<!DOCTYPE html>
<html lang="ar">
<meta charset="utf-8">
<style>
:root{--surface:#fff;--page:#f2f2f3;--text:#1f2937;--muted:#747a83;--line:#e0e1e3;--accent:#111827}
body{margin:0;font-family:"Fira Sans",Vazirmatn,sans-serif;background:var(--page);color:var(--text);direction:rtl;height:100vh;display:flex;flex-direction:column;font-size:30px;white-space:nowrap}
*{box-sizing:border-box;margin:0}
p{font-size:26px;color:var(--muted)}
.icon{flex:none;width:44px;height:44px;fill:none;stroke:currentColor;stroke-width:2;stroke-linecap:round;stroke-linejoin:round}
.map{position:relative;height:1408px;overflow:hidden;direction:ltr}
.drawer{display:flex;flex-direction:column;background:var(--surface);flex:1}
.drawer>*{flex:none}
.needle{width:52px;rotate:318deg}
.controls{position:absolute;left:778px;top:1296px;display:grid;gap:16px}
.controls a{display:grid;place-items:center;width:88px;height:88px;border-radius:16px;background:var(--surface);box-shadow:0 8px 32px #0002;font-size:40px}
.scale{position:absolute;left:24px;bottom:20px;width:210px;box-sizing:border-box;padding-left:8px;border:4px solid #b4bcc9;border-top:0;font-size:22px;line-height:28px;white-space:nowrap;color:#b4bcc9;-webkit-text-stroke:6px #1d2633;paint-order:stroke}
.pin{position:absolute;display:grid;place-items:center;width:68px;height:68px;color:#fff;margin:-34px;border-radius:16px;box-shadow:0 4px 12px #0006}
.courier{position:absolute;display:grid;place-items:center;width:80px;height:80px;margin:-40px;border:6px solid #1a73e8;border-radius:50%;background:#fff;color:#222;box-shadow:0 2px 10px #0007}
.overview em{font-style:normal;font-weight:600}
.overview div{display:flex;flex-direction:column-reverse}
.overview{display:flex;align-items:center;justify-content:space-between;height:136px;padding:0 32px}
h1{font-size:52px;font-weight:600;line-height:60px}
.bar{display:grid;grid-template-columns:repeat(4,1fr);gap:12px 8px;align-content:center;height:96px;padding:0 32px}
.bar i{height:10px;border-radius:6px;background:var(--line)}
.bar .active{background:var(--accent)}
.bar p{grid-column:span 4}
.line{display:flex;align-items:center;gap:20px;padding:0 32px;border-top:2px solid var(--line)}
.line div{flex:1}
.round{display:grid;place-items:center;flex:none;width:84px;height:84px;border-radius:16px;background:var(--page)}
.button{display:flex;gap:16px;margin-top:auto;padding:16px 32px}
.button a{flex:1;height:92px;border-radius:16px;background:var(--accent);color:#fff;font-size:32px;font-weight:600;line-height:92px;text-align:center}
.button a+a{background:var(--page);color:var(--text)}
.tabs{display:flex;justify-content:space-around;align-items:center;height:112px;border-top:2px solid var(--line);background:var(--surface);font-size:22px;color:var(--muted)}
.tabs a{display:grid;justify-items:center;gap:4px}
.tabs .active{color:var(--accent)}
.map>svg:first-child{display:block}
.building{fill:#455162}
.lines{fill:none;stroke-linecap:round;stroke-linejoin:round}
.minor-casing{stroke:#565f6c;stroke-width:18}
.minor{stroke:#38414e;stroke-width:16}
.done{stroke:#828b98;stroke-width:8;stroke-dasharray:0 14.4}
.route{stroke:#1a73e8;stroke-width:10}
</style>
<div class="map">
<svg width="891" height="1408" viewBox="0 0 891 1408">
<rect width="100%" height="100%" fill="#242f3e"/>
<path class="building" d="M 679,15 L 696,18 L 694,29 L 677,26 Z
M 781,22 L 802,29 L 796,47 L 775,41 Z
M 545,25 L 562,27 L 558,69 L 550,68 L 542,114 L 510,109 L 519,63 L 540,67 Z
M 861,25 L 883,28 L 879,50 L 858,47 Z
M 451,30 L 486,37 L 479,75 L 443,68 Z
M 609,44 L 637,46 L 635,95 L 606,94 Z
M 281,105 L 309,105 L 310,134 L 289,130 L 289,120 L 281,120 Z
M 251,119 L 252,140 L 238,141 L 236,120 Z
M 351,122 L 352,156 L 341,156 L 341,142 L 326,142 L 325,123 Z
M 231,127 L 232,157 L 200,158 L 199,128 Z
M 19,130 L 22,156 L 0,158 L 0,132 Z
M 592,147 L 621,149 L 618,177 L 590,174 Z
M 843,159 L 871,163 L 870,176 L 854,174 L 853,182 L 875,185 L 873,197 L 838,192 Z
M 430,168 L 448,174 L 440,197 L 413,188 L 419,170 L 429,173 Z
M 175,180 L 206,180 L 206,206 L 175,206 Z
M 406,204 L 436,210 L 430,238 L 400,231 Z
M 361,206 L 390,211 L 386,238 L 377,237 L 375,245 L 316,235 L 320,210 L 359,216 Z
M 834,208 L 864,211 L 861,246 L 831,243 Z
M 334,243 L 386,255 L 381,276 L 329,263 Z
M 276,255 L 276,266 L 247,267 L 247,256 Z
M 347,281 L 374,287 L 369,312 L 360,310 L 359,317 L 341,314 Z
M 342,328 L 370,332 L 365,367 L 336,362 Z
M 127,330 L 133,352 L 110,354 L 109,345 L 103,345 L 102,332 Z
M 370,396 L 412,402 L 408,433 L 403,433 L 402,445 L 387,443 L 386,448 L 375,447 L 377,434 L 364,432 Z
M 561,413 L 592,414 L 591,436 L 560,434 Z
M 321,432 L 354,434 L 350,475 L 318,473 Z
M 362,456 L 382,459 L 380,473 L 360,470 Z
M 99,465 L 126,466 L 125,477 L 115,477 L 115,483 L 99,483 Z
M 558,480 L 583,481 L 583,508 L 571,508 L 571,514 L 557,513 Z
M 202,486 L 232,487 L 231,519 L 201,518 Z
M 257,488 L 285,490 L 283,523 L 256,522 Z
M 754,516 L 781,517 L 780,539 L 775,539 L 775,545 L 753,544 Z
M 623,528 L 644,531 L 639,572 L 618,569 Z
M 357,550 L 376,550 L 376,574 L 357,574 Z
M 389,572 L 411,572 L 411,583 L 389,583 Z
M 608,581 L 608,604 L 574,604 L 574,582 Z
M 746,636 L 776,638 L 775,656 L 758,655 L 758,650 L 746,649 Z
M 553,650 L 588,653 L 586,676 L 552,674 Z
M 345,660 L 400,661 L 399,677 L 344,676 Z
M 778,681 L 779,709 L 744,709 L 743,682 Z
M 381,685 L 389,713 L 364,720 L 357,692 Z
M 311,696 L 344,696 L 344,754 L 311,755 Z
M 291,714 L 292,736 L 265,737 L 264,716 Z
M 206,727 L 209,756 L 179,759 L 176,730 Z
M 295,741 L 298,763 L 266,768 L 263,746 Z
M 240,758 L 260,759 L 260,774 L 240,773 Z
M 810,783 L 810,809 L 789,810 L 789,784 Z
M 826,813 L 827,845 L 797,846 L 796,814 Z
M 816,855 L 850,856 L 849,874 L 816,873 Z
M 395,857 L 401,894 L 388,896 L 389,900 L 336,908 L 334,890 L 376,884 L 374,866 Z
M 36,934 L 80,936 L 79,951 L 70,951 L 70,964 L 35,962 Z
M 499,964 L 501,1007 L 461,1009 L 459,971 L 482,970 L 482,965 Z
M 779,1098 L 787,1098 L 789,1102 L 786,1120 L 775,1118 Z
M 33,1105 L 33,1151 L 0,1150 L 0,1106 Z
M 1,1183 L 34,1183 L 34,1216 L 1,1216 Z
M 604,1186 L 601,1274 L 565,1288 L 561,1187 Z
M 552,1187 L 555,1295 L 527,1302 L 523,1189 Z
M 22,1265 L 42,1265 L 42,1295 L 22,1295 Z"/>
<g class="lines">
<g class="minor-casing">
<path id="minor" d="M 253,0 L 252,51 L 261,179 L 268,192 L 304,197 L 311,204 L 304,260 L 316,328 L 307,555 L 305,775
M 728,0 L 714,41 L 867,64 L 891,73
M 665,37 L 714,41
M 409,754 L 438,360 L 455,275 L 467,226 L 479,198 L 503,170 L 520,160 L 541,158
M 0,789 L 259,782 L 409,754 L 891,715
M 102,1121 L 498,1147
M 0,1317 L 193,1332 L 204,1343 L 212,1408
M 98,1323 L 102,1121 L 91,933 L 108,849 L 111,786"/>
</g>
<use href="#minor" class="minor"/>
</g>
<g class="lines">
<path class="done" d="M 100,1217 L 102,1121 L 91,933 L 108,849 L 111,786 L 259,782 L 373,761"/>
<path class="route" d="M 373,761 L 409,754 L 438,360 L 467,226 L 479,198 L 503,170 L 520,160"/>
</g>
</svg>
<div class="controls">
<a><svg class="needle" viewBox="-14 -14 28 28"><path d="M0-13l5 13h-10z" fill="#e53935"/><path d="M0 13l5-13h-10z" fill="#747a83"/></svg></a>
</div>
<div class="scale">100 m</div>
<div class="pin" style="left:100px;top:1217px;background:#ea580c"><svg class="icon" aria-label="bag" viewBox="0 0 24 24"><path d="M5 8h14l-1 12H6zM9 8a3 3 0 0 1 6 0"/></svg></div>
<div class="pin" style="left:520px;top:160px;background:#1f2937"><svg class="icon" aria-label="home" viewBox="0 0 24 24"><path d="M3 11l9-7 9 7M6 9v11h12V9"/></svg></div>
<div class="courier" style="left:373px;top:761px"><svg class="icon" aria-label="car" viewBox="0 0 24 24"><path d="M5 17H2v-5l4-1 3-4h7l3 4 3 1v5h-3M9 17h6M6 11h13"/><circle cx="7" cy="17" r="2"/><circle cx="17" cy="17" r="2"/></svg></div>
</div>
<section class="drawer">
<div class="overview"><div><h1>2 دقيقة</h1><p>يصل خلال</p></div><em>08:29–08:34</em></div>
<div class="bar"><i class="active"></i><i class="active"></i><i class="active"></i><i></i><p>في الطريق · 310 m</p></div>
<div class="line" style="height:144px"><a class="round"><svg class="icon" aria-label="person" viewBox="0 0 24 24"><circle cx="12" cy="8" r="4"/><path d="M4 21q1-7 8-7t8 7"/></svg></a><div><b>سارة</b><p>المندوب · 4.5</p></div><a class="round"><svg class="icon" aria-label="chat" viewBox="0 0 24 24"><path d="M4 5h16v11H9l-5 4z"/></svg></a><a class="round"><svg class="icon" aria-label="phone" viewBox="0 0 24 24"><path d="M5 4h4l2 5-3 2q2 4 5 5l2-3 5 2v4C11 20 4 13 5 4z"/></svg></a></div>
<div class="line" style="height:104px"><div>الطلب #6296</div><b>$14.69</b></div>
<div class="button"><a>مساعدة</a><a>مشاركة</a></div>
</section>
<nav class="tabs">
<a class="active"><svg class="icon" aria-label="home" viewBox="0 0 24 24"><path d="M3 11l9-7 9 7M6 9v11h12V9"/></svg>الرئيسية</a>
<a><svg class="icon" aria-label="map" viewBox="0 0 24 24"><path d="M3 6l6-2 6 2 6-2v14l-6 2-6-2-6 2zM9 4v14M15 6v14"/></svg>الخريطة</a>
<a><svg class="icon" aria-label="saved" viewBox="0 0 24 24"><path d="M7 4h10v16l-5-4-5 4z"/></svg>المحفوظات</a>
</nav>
...
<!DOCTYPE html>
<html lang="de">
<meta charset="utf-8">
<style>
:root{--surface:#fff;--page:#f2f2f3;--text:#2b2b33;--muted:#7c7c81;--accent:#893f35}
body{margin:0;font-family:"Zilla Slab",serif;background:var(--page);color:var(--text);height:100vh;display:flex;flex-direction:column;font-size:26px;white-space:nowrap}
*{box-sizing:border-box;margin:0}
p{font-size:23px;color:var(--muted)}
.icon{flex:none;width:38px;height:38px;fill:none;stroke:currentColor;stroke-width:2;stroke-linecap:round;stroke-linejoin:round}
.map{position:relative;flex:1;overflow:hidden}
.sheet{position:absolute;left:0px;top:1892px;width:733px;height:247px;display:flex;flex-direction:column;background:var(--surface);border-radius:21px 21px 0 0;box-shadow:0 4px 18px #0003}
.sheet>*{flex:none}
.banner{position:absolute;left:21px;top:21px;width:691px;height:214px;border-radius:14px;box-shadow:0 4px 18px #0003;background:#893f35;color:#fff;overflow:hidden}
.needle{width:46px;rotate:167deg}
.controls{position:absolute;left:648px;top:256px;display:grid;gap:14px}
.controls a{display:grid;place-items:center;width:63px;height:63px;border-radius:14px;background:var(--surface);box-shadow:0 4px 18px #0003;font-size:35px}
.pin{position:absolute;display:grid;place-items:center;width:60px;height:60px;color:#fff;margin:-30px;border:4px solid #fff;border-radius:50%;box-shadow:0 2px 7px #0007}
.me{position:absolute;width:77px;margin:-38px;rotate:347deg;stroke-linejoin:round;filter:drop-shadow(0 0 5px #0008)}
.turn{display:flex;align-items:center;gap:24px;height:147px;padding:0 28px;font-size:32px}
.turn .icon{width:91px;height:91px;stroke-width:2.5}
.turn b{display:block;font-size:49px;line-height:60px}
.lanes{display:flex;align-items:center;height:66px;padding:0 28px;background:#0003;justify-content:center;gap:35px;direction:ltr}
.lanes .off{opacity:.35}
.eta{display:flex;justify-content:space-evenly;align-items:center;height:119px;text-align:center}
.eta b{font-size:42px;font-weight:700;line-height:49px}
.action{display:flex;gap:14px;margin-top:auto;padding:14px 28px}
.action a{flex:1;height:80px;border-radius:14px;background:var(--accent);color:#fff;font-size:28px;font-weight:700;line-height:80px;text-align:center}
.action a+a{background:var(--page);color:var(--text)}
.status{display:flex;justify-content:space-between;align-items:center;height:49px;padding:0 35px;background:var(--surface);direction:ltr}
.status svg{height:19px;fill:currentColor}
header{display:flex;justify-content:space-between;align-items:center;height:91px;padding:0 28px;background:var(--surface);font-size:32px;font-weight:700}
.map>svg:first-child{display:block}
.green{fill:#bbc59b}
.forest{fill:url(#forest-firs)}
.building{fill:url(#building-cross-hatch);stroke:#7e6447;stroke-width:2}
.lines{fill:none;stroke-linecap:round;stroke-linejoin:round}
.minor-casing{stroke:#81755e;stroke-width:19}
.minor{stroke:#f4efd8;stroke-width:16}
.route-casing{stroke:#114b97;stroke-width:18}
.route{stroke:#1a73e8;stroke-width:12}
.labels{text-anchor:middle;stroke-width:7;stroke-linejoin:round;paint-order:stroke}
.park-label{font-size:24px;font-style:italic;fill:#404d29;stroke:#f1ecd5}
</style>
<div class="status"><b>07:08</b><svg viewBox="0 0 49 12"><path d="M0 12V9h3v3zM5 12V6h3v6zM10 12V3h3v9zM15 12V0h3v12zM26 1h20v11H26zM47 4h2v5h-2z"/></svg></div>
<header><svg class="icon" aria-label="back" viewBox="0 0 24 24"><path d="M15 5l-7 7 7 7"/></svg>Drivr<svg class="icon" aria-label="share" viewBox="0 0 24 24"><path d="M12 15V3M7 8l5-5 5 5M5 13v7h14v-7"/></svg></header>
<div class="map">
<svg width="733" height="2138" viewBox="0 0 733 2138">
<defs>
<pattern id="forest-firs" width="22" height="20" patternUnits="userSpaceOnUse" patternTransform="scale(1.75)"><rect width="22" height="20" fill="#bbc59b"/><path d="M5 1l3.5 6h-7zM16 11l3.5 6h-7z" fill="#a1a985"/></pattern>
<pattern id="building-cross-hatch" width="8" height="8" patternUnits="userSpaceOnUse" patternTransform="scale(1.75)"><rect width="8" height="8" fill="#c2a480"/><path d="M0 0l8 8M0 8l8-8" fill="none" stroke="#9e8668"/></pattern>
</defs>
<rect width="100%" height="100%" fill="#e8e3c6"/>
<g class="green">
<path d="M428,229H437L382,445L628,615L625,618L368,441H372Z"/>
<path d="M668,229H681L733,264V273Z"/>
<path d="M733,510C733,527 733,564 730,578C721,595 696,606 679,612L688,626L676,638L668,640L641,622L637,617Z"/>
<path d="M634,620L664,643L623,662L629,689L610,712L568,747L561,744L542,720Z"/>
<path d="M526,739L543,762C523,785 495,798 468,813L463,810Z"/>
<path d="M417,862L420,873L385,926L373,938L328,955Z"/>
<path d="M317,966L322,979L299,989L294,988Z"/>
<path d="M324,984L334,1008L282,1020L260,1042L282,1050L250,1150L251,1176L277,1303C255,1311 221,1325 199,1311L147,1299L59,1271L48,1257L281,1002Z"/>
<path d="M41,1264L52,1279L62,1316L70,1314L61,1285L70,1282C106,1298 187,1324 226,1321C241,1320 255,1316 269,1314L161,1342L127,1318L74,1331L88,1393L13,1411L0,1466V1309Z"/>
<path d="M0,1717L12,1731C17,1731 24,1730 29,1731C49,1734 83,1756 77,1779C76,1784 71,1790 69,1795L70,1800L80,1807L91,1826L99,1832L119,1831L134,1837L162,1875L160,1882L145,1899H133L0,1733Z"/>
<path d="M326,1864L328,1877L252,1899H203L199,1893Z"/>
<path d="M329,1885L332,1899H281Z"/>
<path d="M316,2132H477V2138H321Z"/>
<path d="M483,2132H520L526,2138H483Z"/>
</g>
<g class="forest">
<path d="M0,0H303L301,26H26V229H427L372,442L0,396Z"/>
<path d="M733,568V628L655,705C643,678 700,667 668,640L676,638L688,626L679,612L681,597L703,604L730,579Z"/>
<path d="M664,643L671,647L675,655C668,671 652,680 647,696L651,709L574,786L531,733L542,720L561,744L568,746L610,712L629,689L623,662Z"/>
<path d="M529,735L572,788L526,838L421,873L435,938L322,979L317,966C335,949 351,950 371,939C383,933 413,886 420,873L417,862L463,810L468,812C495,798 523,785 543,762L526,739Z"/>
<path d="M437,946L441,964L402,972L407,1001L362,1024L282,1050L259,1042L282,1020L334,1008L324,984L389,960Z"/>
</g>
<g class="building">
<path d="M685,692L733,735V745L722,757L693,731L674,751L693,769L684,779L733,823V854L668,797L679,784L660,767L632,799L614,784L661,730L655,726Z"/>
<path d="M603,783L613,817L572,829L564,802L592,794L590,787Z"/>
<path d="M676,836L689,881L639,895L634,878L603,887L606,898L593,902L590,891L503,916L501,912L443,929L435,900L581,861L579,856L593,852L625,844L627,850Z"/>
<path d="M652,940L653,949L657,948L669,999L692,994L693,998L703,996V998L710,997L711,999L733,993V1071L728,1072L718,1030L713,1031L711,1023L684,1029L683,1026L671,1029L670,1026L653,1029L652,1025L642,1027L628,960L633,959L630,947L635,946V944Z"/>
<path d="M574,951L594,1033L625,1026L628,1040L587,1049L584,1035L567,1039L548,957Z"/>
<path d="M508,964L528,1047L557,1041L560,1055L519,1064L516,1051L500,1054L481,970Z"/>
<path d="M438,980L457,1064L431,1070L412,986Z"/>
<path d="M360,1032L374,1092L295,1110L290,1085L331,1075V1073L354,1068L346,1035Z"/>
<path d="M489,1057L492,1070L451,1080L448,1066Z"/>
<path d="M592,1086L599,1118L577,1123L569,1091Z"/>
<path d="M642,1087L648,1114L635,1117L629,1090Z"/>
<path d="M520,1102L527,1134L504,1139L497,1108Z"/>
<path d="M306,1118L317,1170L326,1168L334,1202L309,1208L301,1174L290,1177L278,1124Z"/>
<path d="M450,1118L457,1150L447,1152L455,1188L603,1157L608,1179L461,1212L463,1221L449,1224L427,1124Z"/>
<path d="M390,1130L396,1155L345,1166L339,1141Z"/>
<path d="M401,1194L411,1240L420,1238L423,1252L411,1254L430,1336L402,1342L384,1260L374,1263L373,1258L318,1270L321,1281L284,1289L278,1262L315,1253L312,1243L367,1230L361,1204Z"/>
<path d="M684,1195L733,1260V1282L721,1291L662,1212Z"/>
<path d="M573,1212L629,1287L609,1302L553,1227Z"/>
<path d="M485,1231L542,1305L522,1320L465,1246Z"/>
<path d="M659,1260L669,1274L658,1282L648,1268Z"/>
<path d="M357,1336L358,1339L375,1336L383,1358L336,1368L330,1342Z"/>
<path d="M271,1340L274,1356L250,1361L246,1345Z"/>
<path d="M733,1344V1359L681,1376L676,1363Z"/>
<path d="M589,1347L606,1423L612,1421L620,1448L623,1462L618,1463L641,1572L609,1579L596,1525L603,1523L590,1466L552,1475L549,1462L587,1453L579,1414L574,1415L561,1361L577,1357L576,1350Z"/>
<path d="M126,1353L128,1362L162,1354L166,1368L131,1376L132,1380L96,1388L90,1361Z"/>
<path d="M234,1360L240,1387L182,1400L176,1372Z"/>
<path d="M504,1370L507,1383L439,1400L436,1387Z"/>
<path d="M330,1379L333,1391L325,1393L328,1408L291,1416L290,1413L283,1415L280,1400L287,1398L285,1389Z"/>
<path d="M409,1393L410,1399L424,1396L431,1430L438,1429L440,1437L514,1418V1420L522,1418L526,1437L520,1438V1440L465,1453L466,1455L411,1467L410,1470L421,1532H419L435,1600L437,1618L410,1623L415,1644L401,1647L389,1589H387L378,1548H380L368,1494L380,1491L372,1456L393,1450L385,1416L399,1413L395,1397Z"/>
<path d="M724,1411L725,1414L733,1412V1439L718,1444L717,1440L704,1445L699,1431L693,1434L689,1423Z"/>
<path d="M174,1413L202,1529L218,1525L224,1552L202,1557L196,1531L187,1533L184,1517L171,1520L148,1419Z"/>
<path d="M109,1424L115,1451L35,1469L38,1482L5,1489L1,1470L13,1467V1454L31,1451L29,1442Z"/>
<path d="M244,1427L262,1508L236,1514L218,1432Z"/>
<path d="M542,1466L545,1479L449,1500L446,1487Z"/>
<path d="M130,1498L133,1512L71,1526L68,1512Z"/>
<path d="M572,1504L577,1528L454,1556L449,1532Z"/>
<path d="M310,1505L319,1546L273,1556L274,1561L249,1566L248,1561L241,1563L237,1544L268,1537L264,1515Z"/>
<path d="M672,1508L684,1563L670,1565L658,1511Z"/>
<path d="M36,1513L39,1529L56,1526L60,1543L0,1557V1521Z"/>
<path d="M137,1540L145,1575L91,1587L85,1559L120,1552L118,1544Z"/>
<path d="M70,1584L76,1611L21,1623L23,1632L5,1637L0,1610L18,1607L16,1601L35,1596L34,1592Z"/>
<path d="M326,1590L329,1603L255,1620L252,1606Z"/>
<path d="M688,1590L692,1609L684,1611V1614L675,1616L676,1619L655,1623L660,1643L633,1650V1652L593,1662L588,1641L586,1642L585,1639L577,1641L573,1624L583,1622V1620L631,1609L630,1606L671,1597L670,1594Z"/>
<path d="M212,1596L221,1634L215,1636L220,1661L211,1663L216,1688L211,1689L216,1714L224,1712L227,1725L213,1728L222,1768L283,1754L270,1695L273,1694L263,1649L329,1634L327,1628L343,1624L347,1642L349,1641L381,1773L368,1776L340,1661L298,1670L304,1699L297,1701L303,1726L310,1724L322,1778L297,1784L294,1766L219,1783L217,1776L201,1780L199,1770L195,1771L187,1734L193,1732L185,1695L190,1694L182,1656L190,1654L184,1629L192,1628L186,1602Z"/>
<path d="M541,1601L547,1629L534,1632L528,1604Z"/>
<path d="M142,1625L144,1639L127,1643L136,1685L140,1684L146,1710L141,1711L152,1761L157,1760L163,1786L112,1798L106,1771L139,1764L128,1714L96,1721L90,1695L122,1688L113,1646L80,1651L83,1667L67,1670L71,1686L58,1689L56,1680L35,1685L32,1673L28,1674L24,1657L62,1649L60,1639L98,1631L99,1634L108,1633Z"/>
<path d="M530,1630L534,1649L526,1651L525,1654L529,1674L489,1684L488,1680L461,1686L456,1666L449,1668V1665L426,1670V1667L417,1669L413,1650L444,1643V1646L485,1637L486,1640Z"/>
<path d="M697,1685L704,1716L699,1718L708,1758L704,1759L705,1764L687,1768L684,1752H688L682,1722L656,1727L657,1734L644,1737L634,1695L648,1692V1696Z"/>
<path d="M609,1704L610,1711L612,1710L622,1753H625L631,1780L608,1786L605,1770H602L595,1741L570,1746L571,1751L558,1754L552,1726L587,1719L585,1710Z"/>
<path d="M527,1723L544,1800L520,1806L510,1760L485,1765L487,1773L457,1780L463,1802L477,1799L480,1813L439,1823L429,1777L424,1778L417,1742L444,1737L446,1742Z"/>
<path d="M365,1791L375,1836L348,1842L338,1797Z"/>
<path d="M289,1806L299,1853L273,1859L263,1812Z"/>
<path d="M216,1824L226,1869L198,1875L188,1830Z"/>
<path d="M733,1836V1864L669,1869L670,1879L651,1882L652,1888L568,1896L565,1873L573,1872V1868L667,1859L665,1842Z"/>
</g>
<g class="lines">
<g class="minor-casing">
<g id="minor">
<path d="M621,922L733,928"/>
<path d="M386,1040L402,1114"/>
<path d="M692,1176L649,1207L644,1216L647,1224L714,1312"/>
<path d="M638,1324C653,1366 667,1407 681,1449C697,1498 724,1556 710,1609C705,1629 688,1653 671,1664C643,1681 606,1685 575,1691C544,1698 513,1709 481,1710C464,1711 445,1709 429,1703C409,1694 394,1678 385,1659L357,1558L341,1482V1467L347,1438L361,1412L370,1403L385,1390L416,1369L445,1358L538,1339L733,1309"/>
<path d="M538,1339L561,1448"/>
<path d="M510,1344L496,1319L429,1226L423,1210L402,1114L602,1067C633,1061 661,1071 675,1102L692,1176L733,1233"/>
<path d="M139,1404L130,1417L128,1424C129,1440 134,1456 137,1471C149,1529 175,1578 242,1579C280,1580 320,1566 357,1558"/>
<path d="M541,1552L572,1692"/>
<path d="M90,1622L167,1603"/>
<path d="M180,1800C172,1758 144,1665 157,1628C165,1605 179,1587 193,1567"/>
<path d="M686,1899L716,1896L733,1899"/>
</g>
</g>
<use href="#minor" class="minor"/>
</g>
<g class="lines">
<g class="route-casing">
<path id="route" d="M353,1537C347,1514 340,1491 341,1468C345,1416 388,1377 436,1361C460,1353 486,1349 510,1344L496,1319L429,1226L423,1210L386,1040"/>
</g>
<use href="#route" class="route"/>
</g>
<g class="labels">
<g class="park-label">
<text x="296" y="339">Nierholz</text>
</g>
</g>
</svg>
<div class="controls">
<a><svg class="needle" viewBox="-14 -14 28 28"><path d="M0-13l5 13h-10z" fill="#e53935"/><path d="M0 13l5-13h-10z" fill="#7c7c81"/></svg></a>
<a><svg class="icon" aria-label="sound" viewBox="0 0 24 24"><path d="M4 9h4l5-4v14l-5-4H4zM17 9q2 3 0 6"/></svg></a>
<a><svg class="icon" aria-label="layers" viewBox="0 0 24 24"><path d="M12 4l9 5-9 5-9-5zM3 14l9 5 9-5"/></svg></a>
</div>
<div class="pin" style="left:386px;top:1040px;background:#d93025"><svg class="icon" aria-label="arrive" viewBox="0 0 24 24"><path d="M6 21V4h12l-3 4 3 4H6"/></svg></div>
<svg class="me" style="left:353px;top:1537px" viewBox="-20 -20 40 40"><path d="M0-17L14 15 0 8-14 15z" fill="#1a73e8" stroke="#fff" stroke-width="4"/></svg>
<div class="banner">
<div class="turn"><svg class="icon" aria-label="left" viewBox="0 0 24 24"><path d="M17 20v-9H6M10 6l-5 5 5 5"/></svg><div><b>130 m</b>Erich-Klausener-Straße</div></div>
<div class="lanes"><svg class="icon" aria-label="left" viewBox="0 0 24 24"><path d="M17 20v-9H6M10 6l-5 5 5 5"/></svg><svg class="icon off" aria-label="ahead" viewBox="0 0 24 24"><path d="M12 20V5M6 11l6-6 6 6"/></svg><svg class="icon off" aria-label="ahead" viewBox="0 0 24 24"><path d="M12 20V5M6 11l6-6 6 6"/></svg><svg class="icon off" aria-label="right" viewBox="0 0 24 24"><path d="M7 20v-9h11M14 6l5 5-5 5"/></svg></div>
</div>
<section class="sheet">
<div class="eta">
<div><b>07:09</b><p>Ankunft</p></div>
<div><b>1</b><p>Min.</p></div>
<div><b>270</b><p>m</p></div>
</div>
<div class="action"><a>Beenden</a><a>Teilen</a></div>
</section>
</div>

**Exercise aim**
Using the entries above, work out the number of lines containing the string "overview", and supply only that number.

**Exercise result**
4